Она бросила в нашу сторону легкий снисходительный кивок, словно говоря: «Теперь, когда вы поняли, кто я такая, может быть, в другой раз вы будете более вежливы. Все видели леди Эстенброк, со всех ног ковыляющую ко мне? Мне стоит только пальцем шевельнуть, и весь мир будет плясать вокруг меня».
Ее эскорт, с увешанной медалями грудью, удалился, как и возник — без единого слова. Смерть на поле боя была его единственным шансом прославиться. К тому же это должно было укрепить имидж Лолиты в глазах общественного мнения. В глазах рябило от будущих заголовков первых полос газет. «Отважный бразильский летчик убит в Ливии.» Несколько строк о боевых успехах воздушного аса и длинная душещипательная история о его безутешной невесте Лолите, прославленной танцовщице, играющей главную роль в большой картине совместного производства Мицу — — Вайолет — Люфтганза под названием «Роза пустыни». И, конечно, фотографии, демонстрирующие прогремевшие на весь мир бедра Лолиты. А где-нибудь в самом низу или на другой странице маленькими буквами будет «по секрету» сообщено о том, что Лолита, чье сердце навсегда разбито трагической гибелью бразильца, положила глаз на очередного лихого офицера, на этот раз — артиллериста. Их неоднократно видели вместе в отсутствие бразильца. Лолита питала слабость к высоким широкоплечим молодым людям, отличившимся в борьбе за свободу… И т. д. и т. п. до тех пор, пока рекламный отдел Мицу — Вайолет — Люфтганза не сочтет, что тема гибели бразильца исчерпана до конца. Конечно, на следующем фильме не удастся кривотолков, сплетен и шушуканья по углам. А если удача по-прежнему будет сопутствовать Лолите, то артиллериста ждет та же славная участь — геройская смерть. Тогда можно будет надеяться попасть уже на двойной разворот…
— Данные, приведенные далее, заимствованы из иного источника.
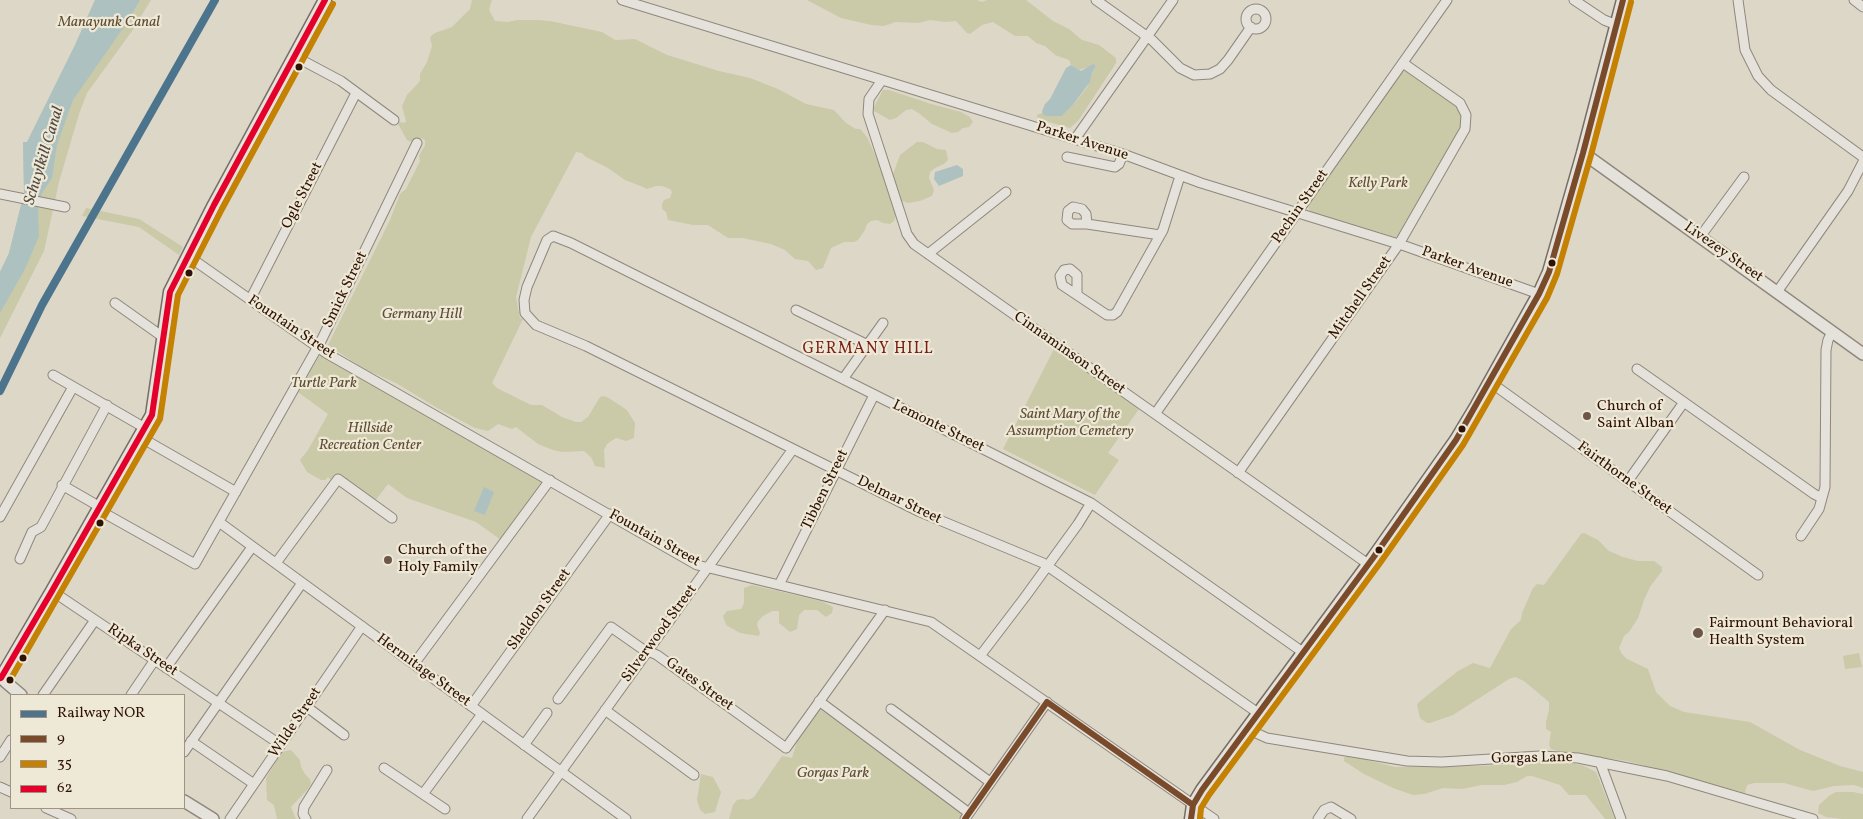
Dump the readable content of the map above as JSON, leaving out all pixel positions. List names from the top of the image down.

Я рассеянно опустился на диван, ровно возле приземистого, словоохотливого создания, которого весь день старался избегать.
— Меня зовут Рубиоль, — пропела она, оборачиваясь и глядя на меня неприятно уплывающим взглядом. — Миссис Рубиоль…
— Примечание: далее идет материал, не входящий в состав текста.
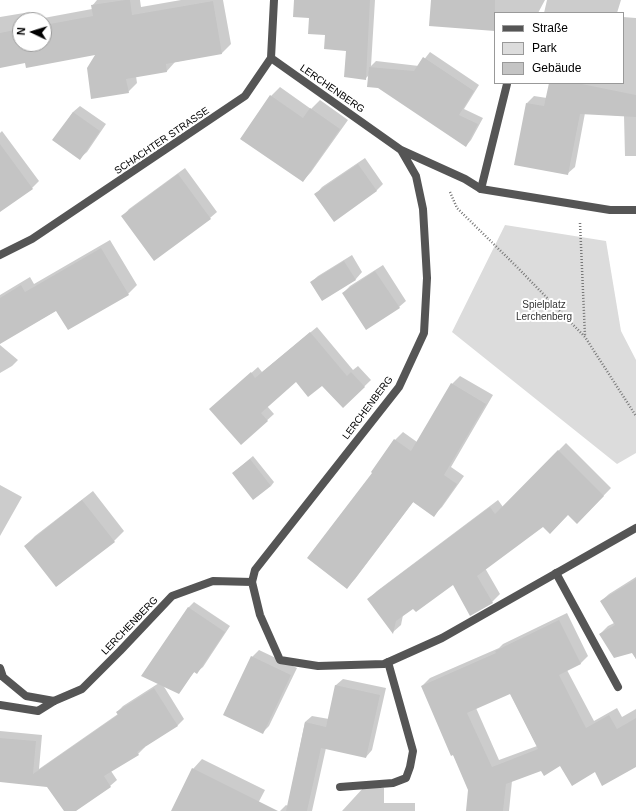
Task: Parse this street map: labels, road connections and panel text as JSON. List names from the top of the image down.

Вместо того, чтобы представиться в ответ, я забормотал:
— Рубиоль… Рубиоль… Где-то я слышал это имя раньше. — И хотя дураку было ясно, что во всех Соединенных Штатах может быть только один такой монстр, миссис Рубиоль засветилась, задохнувшись от удовольствия.
— Вам приходилось бывать в Венеции? А Карлсбаде? — по-птичьи куковала она. — Мы с мужем жили за границей — до войны. Вы, вероятно, слышали о н е м… он очень известный изобретатель. Знаете, эти трехзубые сверла… для бурения нефтяных скважин…
Я улыбнулся.
— Единственные сверла, которые мне доводилось видеть — это в кабинете у зубного.
— У вас не технического склада ум, так? Мы-то страсть как любим всю эту технику с механикой. Время такое. Мы живем в техническом веке.
— Да, я уже это где-то слышал — отозвался я.
— Хотите сказать, что не верите в это?
— Ну что вы, верю. Только нахожу это весьма и весьма прискорбным. Я ненавижу все механическое.
— Живи вы среди нас, вы бы так не говорили. Мы ни о чем другом не говорим. Вам стоит как-нибудь пообедать с нами, вечером… Наши обеденные вечеринки пользуются большим успехом.
Я решил не прерывать ее.
— От каждого требуется какой-то вклад… новая идея… что-то, что заинтересовало бы всех…
— А как у вас кормят? — заинтересовался я. — У вас хороший повар? Меня не волнует, о чем говорят, когда еда хорошо приготовлена.
— Какой вы забавный! — хихикнула она. — Само собой, кормят прекрасно.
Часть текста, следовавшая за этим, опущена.